In the US, up to 6,000 surgical instruments are left inside patients’ bodies every year. Of which, around 70 per cent are sponges and the remainder items such as clamps.
Dr Atul Gawande, a surgeon at Brigham and Women’s Hospital, said: ‘In two-thirds of these cases, there [are] serious consequences.
‘In one case, a small sponge was left inside the brain of a patient that we studied, and the patient ended up having an infection and ultimately died.’
Such mistakes are considered so shockingly bad they are often referred to as ‘never events’, which also covers operating on the wrong patient or part of the body.
In 2004, the Joint Commission, a US-based nonprofit organisation, published the Universal Protocol, which provides guidelines on how to reduce such never events.
These recommendations include ensuring all medical equipment is accounted for at the end of every procedure, however, this can be challenging considering up to 100 sponges may be used in a single major operation.

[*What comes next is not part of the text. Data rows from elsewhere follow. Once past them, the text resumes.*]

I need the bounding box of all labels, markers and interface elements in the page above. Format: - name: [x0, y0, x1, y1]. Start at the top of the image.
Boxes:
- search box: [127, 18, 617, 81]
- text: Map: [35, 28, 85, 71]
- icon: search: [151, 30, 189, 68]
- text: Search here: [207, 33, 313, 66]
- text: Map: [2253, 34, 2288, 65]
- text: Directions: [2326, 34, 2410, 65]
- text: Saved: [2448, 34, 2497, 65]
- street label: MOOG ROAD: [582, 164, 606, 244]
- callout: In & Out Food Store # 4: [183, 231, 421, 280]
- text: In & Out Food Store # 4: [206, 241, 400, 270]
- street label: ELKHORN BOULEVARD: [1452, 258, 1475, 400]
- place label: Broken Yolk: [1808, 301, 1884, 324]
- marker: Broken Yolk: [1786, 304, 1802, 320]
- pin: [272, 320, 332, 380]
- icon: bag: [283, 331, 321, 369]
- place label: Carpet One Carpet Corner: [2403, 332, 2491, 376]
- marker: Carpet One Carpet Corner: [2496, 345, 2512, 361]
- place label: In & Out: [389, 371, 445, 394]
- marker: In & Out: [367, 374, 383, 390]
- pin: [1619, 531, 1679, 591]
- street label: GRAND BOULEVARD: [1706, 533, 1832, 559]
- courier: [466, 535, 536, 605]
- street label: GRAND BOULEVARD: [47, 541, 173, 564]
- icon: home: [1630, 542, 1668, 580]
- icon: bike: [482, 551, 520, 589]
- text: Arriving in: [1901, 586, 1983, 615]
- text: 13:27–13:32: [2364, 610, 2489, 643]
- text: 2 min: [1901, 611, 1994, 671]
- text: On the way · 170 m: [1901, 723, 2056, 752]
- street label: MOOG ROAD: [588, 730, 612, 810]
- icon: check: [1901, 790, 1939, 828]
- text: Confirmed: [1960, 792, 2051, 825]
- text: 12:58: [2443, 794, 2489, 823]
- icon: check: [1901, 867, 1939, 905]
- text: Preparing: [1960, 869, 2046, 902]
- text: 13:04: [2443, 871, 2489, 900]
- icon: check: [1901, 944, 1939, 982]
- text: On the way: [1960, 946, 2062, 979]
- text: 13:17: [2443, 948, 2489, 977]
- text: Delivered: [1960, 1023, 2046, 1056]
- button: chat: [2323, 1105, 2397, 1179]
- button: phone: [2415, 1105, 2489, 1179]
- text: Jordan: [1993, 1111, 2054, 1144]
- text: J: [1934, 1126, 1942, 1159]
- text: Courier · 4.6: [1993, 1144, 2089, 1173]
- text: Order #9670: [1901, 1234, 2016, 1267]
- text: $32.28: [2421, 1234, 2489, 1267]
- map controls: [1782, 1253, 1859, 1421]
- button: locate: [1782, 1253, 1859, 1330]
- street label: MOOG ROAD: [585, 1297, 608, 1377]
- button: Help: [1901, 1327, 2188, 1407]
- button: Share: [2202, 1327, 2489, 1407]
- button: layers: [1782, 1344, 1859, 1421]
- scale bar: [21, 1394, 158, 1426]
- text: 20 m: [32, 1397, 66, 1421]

Errors also often occur in stressful situations, when changes to the operation procedure happen suddenly or if there are a lot of distractions.
Dr Ana McKee, executive vice president and chief medical officer of the Joint Commission, told CNN: ‘If there’s music going on or side conversations or someone is on the phone, that does not meet the spirit of the Universal Protocol.’
Many hospitals in the US have switched to sponges and surgical tools with barcodes on them so they can be electronically tracked.